--- START ---
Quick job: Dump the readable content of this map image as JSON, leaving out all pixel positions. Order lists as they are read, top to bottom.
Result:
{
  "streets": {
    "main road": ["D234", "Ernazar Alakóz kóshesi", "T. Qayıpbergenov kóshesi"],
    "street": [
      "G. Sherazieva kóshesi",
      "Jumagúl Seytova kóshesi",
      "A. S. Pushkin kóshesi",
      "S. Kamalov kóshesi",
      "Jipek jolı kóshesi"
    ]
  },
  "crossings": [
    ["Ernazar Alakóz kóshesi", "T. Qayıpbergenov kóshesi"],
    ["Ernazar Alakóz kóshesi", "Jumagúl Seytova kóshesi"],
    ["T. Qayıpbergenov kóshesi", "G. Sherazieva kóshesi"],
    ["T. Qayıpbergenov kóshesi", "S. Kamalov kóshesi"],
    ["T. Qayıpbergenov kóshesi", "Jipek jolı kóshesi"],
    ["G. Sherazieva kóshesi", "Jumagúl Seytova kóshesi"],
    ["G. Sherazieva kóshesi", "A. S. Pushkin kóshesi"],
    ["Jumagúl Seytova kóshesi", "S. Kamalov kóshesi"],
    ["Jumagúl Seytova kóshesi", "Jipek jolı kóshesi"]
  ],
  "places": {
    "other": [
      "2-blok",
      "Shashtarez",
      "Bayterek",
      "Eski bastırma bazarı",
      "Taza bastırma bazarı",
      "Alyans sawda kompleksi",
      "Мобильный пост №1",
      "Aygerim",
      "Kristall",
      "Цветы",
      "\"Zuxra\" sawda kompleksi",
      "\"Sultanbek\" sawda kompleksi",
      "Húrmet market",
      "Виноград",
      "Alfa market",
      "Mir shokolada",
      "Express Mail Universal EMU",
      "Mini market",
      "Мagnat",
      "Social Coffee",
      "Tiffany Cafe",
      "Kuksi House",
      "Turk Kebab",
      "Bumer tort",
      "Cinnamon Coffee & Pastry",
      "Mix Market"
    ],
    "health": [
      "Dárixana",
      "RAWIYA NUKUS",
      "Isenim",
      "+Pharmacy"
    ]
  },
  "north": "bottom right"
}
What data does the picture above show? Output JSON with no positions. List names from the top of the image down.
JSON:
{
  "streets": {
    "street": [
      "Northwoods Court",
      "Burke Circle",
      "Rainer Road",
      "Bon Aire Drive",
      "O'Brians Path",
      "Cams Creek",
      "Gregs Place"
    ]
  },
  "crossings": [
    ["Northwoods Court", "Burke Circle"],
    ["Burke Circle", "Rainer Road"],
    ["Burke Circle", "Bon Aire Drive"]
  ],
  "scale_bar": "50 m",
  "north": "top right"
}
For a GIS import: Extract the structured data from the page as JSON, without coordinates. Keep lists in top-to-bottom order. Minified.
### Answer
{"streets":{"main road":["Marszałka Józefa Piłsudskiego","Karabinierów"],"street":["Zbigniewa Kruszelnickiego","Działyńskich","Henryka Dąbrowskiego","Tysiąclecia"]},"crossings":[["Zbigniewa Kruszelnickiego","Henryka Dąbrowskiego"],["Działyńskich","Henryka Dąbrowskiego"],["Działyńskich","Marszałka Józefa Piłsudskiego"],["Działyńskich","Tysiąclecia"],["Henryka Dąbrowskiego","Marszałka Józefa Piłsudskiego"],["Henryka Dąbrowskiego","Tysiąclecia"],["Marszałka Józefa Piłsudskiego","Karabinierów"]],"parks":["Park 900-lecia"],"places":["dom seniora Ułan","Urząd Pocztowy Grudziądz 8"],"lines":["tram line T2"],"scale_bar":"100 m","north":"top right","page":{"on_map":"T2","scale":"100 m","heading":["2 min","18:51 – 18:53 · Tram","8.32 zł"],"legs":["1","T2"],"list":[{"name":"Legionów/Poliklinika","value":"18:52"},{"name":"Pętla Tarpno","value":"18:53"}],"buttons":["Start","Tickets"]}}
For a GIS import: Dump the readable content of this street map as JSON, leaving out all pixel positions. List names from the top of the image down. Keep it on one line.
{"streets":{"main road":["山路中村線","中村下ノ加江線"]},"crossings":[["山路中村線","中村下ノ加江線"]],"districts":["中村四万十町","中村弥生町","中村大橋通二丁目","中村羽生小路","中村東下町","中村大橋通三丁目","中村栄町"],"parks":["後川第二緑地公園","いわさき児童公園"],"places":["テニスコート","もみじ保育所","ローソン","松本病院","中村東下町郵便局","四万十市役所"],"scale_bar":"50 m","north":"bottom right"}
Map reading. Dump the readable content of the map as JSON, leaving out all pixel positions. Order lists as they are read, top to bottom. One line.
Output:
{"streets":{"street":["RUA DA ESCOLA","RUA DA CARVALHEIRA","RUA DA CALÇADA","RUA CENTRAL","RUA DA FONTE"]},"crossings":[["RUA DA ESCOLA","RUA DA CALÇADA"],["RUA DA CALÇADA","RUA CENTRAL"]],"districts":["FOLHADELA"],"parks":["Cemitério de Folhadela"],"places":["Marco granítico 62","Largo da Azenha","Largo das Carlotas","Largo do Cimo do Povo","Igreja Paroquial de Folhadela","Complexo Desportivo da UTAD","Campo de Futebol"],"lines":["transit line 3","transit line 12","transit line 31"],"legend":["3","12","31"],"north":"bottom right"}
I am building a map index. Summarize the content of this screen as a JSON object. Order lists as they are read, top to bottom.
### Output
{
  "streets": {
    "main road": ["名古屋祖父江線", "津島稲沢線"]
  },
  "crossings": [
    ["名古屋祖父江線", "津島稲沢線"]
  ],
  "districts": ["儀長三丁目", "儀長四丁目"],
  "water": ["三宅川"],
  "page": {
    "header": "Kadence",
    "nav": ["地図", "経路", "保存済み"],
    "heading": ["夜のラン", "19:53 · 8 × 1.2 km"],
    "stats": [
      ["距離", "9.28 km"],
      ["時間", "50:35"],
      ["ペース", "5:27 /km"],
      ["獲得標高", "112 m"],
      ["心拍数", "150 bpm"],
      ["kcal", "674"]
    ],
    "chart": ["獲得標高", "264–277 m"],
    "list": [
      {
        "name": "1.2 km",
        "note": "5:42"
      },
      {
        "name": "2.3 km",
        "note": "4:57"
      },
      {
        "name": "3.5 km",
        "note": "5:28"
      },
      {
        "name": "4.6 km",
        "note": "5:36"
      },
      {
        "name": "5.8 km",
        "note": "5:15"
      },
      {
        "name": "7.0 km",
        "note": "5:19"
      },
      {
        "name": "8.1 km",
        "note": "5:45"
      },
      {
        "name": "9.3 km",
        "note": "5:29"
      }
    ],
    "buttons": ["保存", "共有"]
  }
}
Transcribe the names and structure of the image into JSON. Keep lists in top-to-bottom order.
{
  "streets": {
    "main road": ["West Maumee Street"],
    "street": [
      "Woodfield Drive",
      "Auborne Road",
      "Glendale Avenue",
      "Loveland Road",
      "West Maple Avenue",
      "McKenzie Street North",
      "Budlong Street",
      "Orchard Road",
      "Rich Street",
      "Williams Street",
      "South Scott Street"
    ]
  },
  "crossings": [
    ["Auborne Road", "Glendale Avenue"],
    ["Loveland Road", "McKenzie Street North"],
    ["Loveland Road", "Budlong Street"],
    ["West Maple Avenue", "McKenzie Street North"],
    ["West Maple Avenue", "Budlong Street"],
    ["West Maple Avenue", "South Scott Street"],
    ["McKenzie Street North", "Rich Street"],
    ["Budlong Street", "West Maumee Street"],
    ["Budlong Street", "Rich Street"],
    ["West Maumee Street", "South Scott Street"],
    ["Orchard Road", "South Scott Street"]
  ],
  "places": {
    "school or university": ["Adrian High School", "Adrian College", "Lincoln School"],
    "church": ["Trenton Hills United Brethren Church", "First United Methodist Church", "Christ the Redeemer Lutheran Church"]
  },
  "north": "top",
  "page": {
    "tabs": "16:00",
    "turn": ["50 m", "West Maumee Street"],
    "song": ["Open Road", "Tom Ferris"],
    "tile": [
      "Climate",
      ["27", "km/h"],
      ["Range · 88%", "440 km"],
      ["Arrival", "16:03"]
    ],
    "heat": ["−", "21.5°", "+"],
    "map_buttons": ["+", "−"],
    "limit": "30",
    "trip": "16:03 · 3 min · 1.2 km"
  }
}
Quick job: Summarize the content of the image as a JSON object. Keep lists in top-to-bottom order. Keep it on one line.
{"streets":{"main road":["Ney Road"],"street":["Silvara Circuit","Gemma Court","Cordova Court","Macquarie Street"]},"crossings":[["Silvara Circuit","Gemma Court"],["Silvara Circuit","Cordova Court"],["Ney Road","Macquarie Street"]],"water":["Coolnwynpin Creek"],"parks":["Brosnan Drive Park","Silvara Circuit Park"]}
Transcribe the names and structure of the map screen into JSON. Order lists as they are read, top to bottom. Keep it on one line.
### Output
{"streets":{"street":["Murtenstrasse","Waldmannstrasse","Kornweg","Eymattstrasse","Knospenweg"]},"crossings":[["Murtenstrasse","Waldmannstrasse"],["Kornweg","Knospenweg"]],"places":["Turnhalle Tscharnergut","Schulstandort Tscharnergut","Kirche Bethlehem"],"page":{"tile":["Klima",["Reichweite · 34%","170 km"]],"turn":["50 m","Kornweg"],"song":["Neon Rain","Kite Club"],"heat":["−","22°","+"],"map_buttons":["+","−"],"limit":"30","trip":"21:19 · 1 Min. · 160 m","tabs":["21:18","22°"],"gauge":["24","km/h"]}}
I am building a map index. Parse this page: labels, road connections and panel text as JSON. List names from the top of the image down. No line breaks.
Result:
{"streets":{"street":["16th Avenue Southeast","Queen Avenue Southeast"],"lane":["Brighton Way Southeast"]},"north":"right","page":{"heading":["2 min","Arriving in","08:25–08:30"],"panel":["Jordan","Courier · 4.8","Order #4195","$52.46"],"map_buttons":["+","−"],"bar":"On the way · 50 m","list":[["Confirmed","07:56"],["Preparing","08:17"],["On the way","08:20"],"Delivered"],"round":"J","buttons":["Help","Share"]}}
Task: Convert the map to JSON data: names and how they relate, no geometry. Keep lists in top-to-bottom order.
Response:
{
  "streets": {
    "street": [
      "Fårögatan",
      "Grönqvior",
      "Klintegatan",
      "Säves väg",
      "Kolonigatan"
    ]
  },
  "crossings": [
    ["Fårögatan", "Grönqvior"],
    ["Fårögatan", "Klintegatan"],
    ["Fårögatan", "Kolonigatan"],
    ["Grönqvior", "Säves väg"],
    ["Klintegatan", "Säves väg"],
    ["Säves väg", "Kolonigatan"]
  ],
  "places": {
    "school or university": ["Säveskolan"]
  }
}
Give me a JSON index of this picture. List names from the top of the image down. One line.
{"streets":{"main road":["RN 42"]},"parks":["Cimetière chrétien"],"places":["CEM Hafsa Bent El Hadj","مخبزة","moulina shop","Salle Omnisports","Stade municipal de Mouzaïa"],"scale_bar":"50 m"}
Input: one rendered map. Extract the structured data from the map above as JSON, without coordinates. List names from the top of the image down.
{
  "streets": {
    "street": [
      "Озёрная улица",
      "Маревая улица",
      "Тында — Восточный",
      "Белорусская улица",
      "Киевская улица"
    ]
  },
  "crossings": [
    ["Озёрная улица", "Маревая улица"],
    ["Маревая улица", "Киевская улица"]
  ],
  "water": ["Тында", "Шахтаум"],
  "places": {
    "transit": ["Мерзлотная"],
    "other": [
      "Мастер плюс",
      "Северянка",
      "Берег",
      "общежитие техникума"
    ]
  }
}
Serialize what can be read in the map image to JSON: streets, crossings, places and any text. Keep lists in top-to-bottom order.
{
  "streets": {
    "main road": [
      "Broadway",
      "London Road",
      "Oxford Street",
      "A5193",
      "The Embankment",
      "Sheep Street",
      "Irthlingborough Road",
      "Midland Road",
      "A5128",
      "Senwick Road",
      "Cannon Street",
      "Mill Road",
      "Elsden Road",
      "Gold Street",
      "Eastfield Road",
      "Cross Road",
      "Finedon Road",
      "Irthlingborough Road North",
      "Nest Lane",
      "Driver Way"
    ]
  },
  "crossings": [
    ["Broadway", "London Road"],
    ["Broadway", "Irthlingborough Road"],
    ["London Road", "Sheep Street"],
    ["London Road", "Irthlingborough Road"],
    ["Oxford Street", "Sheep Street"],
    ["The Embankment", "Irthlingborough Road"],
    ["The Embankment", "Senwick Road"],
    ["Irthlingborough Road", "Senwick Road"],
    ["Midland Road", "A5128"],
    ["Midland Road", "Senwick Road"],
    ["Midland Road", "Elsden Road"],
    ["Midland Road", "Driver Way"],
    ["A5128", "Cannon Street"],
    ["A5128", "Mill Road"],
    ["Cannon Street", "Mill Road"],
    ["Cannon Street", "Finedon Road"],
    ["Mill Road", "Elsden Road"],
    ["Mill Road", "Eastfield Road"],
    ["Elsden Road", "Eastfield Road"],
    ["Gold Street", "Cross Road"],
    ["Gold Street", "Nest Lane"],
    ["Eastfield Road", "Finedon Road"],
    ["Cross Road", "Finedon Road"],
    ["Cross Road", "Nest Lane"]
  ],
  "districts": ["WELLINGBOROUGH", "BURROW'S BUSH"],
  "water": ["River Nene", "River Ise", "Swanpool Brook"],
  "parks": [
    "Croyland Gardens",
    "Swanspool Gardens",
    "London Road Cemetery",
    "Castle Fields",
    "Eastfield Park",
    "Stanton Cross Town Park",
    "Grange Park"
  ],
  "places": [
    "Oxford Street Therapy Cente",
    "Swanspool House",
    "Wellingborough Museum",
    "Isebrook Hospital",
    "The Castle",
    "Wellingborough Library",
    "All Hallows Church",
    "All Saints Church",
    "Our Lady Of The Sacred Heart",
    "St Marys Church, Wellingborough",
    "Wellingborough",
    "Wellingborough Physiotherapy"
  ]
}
--- END ---
* _EXERCISE OBJECTIVE_
Read the entries above and find each line holding the word "building". Copy it out.

* _RESPONSE TO THE TASK_
I am building a map index. Summarize the content of this screen as a JSON object. Order lists as they are read, top to bottom.
I am building a map index. Parse this page: labels, road connections and panel text as JSON. List names from the top of the image down. No line breaks.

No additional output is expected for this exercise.